I will always remember the last, sad communication I had with Lazar, wherein, because he was no longer physically or financially able to carry on, he asked whether I had any ideas about how this enterprise could be saved. Regrettably, I had none. Nonetheless, NYPRR lives on, along with my very fond memories of Lazar, as an excellent model of what great lawyering, and great legal writing, is about.

— Hal R. Lieberman, former Chief Counsel to the Departmental Disciplinary Committee for the First Judicial Department, is the partner in charge of the New York office of Hinshaw & Culbertson LLP.

 


Gentleman, Scholar, Editor, Wizard

By Sarah Diane McShea

Lazar Emanuel was truly a gentleman and a scholar. He founded the New York Professional Responsibility Report nearly 14 years ago and, together with Hofstra Law Professor Roy D. Simon, assiduously cultivated a deep roster of contributors, academics and ethics practitioners.

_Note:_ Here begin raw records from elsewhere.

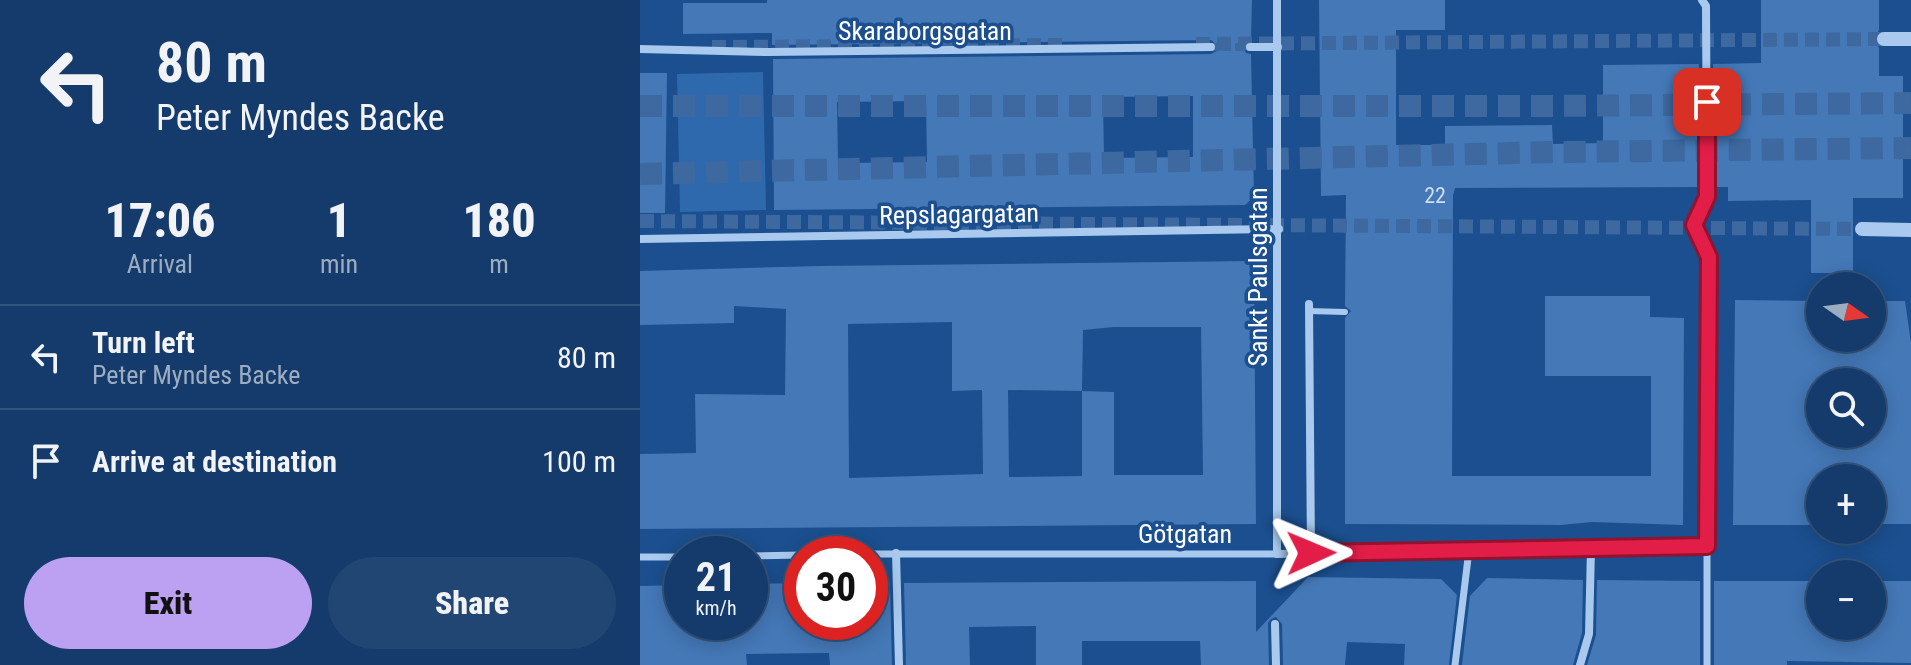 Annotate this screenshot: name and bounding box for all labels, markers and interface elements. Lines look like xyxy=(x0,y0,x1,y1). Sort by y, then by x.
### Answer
street label: Skaraborgsgatan xyxy=(838,16,1012,46)
text: 80 m xyxy=(156,30,267,96)
icon: left xyxy=(24,32,128,136)
pin xyxy=(1673,68,1741,136)
icon: arrive xyxy=(1685,80,1729,124)
text: Peter Myndes Backe xyxy=(156,97,445,139)
house number: 22 xyxy=(1424,183,1446,208)
street label: Sankt Paulsgatan xyxy=(1243,187,1273,367)
text: 17:06 xyxy=(104,192,216,249)
text: 1 xyxy=(327,192,351,249)
text: 180 xyxy=(462,192,536,249)
street label: Repslagargatan xyxy=(879,198,1039,230)
text: Arrival xyxy=(127,249,193,279)
text: min xyxy=(320,249,358,279)
text: m xyxy=(489,249,509,279)
north arrow xyxy=(1806,272,1886,352)
map controls xyxy=(1806,272,1886,640)
text: Turn left xyxy=(92,325,195,360)
icon: left xyxy=(24,335,68,379)
text: 80 m xyxy=(557,340,616,375)
text: Peter Myndes Backe xyxy=(92,360,300,390)
button: search xyxy=(1806,368,1886,448)
icon: arrive xyxy=(24,439,68,483)
text: Arrive at destination xyxy=(92,444,337,479)
text: 100 m xyxy=(542,444,616,479)
button: + xyxy=(1806,464,1886,544)
position arrow xyxy=(1269,511,1353,595)
street label: Götgatan xyxy=(1138,519,1232,549)
speed limit sign: 30 xyxy=(784,536,888,640)
text: 21 xyxy=(696,554,736,601)
button: Exit xyxy=(24,557,312,649)
button: Share xyxy=(328,557,616,649)
button: − xyxy=(1806,560,1886,640)
text: km/h xyxy=(695,596,737,620)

In the beginning, like a modern day wizard, Lazar worked the phones, sometimes on a daily basis, persuading busy lawyers and law professors to write articles for NYPRR. He was gentle and encouraging with his authors. “Can you get me a piece for next month’s edition?” was a typical conversation opener. He was persistent when deadlines loomed and an avid and highly effective editor.

A man of many talents and highly varied interests, Lazar was intent on creating a high-caliber, “must have” publication for New York lawyers interested in the law of lawyering. And, largely because of his indefatigable charm and determination, he succeeded brilliantly.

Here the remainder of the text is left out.